Saved entries:
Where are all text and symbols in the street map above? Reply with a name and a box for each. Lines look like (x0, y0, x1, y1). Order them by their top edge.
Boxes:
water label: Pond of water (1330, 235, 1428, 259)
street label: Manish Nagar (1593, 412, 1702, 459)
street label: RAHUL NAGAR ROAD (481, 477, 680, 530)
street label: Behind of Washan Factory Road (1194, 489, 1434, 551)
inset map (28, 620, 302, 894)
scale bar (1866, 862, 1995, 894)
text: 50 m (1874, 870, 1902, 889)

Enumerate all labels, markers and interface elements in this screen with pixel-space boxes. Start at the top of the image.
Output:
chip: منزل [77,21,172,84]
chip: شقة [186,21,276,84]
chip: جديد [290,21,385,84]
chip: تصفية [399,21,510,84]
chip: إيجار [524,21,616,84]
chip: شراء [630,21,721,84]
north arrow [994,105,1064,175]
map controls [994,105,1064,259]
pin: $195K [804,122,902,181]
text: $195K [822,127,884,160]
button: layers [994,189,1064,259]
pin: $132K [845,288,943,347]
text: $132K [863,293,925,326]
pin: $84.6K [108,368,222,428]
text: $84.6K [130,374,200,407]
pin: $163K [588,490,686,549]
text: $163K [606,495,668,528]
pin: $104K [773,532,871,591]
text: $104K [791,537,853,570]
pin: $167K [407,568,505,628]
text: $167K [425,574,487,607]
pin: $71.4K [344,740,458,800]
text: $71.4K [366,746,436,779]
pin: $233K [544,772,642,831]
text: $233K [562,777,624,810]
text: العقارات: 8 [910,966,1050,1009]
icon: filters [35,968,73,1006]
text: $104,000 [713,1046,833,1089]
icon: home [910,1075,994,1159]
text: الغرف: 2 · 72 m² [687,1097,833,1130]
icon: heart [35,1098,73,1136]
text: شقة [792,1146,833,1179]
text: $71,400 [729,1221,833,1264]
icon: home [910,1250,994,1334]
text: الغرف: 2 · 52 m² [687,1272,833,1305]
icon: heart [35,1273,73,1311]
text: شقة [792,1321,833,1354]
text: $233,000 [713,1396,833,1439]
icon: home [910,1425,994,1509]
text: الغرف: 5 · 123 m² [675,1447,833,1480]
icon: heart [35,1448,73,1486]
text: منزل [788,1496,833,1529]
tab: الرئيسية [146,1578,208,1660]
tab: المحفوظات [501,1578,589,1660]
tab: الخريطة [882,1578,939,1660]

▶ **To do**
Please write the entries out again exactly as they stand.

▶ **Task result**
Where are all text and symbols in the street map above? Reply with a name and a box for each. Lines look like (x0, y0, x1, y1). Order them by their top edge.
Boxes:
water label: Pond of water (1330, 235, 1428, 259)
street label: Manish Nagar (1593, 412, 1702, 459)
street label: RAHUL NAGAR ROAD (481, 477, 680, 530)
street label: Behind of Washan Factory Road (1194, 489, 1434, 551)
inset map (28, 620, 302, 894)
scale bar (1866, 862, 1995, 894)
text: 50 m (1874, 870, 1902, 889)

Enumerate all labels, markers and interface elements in this screen with pixel-space boxes. Start at the top of the image.
Output:
chip: منزل [77,21,172,84]
chip: شقة [186,21,276,84]
chip: جديد [290,21,385,84]
chip: تصفية [399,21,510,84]
chip: إيجار [524,21,616,84]
chip: شراء [630,21,721,84]
north arrow [994,105,1064,175]
map controls [994,105,1064,259]
pin: $195K [804,122,902,181]
text: $195K [822,127,884,160]
button: layers [994,189,1064,259]
pin: $132K [845,288,943,347]
text: $132K [863,293,925,326]
pin: $84.6K [108,368,222,428]
text: $84.6K [130,374,200,407]
pin: $163K [588,490,686,549]
text: $163K [606,495,668,528]
pin: $104K [773,532,871,591]
text: $104K [791,537,853,570]
pin: $167K [407,568,505,628]
text: $167K [425,574,487,607]
pin: $71.4K [344,740,458,800]
text: $71.4K [366,746,436,779]
pin: $233K [544,772,642,831]
text: $233K [562,777,624,810]
text: العقارات: 8 [910,966,1050,1009]
icon: filters [35,968,73,1006]
text: $104,000 [713,1046,833,1089]
icon: home [910,1075,994,1159]
text: الغرف: 2 · 72 m² [687,1097,833,1130]
icon: heart [35,1098,73,1136]
text: شقة [792,1146,833,1179]
text: $71,400 [729,1221,833,1264]
icon: home [910,1250,994,1334]
text: الغرف: 2 · 52 m² [687,1272,833,1305]
icon: heart [35,1273,73,1311]
text: شقة [792,1321,833,1354]
text: $233,000 [713,1396,833,1439]
icon: home [910,1425,994,1509]
text: الغرف: 5 · 123 m² [675,1447,833,1480]
icon: heart [35,1448,73,1486]
text: منزل [788,1496,833,1529]
tab: الرئيسية [146,1578,208,1660]
tab: المحفوظات [501,1578,589,1660]
tab: الخريطة [882,1578,939,1660]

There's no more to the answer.